(Records from a dataset)
* * *

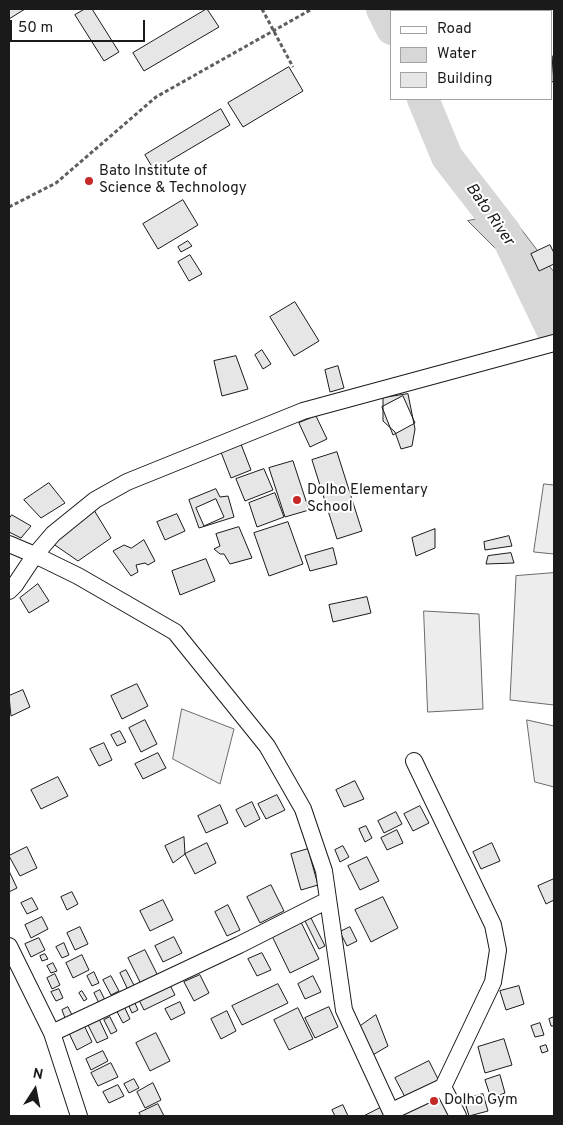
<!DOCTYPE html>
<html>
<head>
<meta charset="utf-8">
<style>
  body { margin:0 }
  #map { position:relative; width:563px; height:1125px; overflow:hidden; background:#fff; font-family:Overpass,sans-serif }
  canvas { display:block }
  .frame { position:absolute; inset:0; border:10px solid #1a1a1a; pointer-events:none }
  .legend { position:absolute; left:390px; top:10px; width:162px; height:90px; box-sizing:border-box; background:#fff; border:1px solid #a3a3a3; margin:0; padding:6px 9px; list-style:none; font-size:15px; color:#1a1a1a }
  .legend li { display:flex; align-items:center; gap:10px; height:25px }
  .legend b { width:25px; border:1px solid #a3a3a3 }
  .north { position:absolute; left:10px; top:1065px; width:50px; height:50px; -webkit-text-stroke:4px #fff; paint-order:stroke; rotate:11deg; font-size:14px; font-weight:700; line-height:20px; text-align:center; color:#1a1a1a }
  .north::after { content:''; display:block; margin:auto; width:18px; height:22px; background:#1a1a1a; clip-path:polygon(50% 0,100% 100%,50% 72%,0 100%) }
  .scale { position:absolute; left:10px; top:20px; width:135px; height:22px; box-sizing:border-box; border:2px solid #1a1a1a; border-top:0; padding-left:6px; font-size:15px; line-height:18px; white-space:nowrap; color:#1a1a1a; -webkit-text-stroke:4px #fff; paint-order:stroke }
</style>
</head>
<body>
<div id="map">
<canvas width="563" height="1125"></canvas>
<div class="frame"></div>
<ul class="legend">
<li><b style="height:6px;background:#fff"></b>Road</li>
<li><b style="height:14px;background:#d7d7d7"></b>Water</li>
<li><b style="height:14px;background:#e6e6e6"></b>Building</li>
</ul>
<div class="north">N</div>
<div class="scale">50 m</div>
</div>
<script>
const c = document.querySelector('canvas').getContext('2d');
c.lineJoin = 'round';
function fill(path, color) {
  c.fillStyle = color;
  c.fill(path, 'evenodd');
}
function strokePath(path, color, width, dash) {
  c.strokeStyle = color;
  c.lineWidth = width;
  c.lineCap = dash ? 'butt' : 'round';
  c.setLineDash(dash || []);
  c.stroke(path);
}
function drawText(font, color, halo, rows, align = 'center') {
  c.font = font + ' Overpass,sans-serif';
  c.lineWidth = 4;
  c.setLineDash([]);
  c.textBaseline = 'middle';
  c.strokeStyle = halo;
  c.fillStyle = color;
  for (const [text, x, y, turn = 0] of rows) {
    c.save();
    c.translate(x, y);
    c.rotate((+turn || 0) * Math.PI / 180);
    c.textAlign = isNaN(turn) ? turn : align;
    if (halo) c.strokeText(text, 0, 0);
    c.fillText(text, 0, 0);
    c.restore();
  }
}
const built = new Path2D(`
  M544 484 554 485V554L534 552Z
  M554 573V705L510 700 516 576Z
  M424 611 479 614 483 709 428 712Z
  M182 709 234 729 220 784 173 759Z
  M527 720 554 726V787L535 782Z`);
fill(built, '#ededed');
strokePath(built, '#6a6a6a', 1);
const water = new Path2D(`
  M508 212 554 272V337L500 253 468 221Z`);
fill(water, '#d7d7d7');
strokePath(water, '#6a6a6a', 1);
strokePath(new Path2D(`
  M382 9 392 29
  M423 99 447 157 505 232 554 334`), '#d7d7d7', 32);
const building = new Path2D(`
  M9 9H25L9 19Z
  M85 9H92L119 52 104 61 75 15Z
  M207 9 219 27 144 71 133 53Z
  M552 56 554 81 552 82Z
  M289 67 303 91 243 127 228 103Z
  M221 109 230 125 154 170 145 155Z
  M183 200 198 225 158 249 143 224Z
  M188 241 192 246 181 252 178 247Z
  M550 245 554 253V264L539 271 531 254Z
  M190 255 202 274 189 281 178 262Z
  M295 302 319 341 294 356 270 317Z
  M262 350 271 364 263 369 255 355Z
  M236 356 248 389 222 396 214 361Z
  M338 366 344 388 330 392 325 370Z
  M408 394 415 429 412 446 401 449 395 432 383 421V398Z
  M403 396 415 423 393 435 382 407Z
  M316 416 327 439 310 447 299 423Z
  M239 439 251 470 231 478 219 447Z
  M337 452 362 531 337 539 312 460Z
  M293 461 309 510 285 517 269 468Z
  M264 469 273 490 245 501 236 479Z
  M49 483 65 503 41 518 24 500Z
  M216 489 220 497 228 496 234 517 199 528 189 500Z
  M275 493 284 517 257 527 249 503Z
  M216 499 224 517 204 526 196 508Z
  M94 510 111 538 78 561 49 541Z
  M177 514 185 531 165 540 157 522Z
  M12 515 31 526 21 538 9 532V519Z
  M288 522 303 564 269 576 254 533Z
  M239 527 252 558 230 564 224 554H220L214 549 220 546 216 534Z
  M435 529V548L416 556 412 538Z
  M509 536 512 546 485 550 484 542Z
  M144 540 155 561 148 565 145 563 136 565 138 572 131 576 113 551 124 545 131 548Z
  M333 548 337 564 310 571 305 556Z
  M511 553 514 563 486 564 488 556Z
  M206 559 215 581 180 595 172 571Z
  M38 584 49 601 29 613 20 598Z
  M367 597 371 613 333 622 329 605Z
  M137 684 148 706 122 719 111 696Z
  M23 690 30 707 11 716 9 696Z
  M145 720 157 744 141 752 129 728Z
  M120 731 126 742 117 746 111 735Z
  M104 743 112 760 99 766 90 749Z
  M158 753 166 768 143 779 135 764Z
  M58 777 68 796 41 809 31 790Z
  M355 781 364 799 344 807 336 790Z
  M277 795 285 810 266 819 258 804Z
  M252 802 260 819 245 827 236 810Z
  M220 805 228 823 206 833 198 816Z
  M420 806 429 823 413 831 404 814Z
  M396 812 402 824 384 833 378 821Z
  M366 826 372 838 365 842 359 829Z
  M397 830 403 843 387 850 381 838Z
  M184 837 185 854 173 863 165 846Z
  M207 843 216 863 195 874 185 854Z
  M492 843 500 861 481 869 473 852Z
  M343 846 349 857 340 862 335 850Z
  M27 847 37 868 20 876 9 856Z
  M308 849 318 885 301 890 291 854Z
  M367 857 379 881 360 890 348 866Z
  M9 871 17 888 9 892Z
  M554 879V900L546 904 538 886Z
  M271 885 284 911 260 923 247 897Z
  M72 892 78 904 67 910 61 897Z
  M383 897 398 928 371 942 355 910Z
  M32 898 38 909 27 914 21 903Z
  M163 900 173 920 150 931 140 911Z
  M228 905 240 930 227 936 215 912Z
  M42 917 48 929 31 938 25 925Z
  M311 918 325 946 319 949 305 921Z
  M300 920 319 959 290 973 271 934Z
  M80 927 88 944 75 950 67 933Z
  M350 927 357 941 347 946 340 932Z
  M174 937 182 953 163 962 155 946Z
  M39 938 45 950 31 957 25 944Z
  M64 943 69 955 62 958 56 947Z
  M145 950 158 976 141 984 128 958Z
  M262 953 271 970 257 976 248 959Z
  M45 954 48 959 42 961 40 956Z
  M82 955 89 970 73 978 66 963Z
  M53 963 57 971 51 973 47 966Z
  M126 970 135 987 128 990 120 973Z
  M94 972 99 983 92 986 87 976Z
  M55 974 60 985 52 989 47 978Z
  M200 975 209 993 194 1001 184 982Z
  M111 976 119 991 111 995 103 980Z
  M313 976 321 992 305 999 298 984Z
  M278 984 288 1003 242 1025 232 1006Z
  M170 985 175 995 144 1010 139 1000Z
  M519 986 524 1004 506 1010 500 991Z
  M59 989 63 998 56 1001 51 992Z
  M100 990 105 1000 99 1003 94 993Z
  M82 991 87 999 84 1001 79 993Z
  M134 1001 138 1010 132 1013 128 1004Z
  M180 1002 185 1013 171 1020 165 1009Z
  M123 1004 130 1019 123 1023 115 1008Z
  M68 1007 72 1015 65 1018 62 1010Z
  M329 1007 338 1027 315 1038 305 1018Z
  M298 1008 313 1039 289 1050 274 1020Z
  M227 1011 236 1031 221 1039 211 1019Z
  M376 1015 388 1046 371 1056 359 1027Z
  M110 1017 117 1031 111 1034 104 1020Z
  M554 1017V1026H551L549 1019Z
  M99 1019 108 1038 97 1043 88 1025Z
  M83 1023 92 1042 77 1050 68 1031Z
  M540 1023 544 1035 535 1037 531 1026Z
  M156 1033 170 1061 150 1071 136 1043Z
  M504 1039 512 1065 485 1073 478 1047Z
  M546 1045 548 1051 542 1053 540 1047Z
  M103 1051 108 1061 91 1070 86 1059Z
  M429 1061 439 1081 405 1097 395 1078Z
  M111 1063 118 1077 98 1086 91 1073Z
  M500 1075 505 1093 491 1098 485 1080Z
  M134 1079 139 1088 129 1093 124 1084Z
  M153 1083 161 1100 145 1108 137 1092Z
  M118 1085 124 1096 109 1103 103 1092Z
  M443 1091 454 1116H402L400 1111Z
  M483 1094 488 1111 469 1116 464 1099Z
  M158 1104 164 1116H141L139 1113Z
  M343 1105 348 1116H335L332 1110Z
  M382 1107 386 1116H364Z`);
fill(building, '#e6e6e6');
strokePath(building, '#1a1a1a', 1);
const street = new Path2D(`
  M9 544 35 555 15 585 9 591
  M414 761 493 925 498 950 493 982 443 1087
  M9 946 52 1033 239 945 328 900
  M52 1033 79 1116
  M392 1111 443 1087 458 1116
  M393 1116 344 1010 324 871 303 809 267 746 175 632 78 576 35 555 53 534 95 500 127 482 303 411 554 343`);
strokePath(street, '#1a1a1a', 18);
strokePath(new Path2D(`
  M262 9 293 67
  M9 207 56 183 156 97 312 9`), '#5f5f5f', 3, [4, 2.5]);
strokePath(street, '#fff', 16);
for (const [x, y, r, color] of [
  [89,181,5,"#c62828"],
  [297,500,5,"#c62828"],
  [434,1101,5,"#c62828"]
]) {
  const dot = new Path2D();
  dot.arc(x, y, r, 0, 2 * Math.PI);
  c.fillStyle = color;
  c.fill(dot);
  strokePath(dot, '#fff', 2);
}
drawText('15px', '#1a1a1a', '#fff', [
  ["Bato Institute of",99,172],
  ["Science & Technology",99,189],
  ["Dolho Elementary",307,491],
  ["School",307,508],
  ["Dolho Gym",444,1101]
], 'left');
drawText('italic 16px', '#1a1a1a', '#fff', [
  ["Bato River",489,215,55]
]);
</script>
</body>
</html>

* * *

ASSIGNMENT: Filter the records above and copy every line that contains the word "rows".

EXERCISE OUTPUT:
function drawText(font, color, halo, rows, align = 'center') {
  for (const [text, x, y, turn = 0] of rows) {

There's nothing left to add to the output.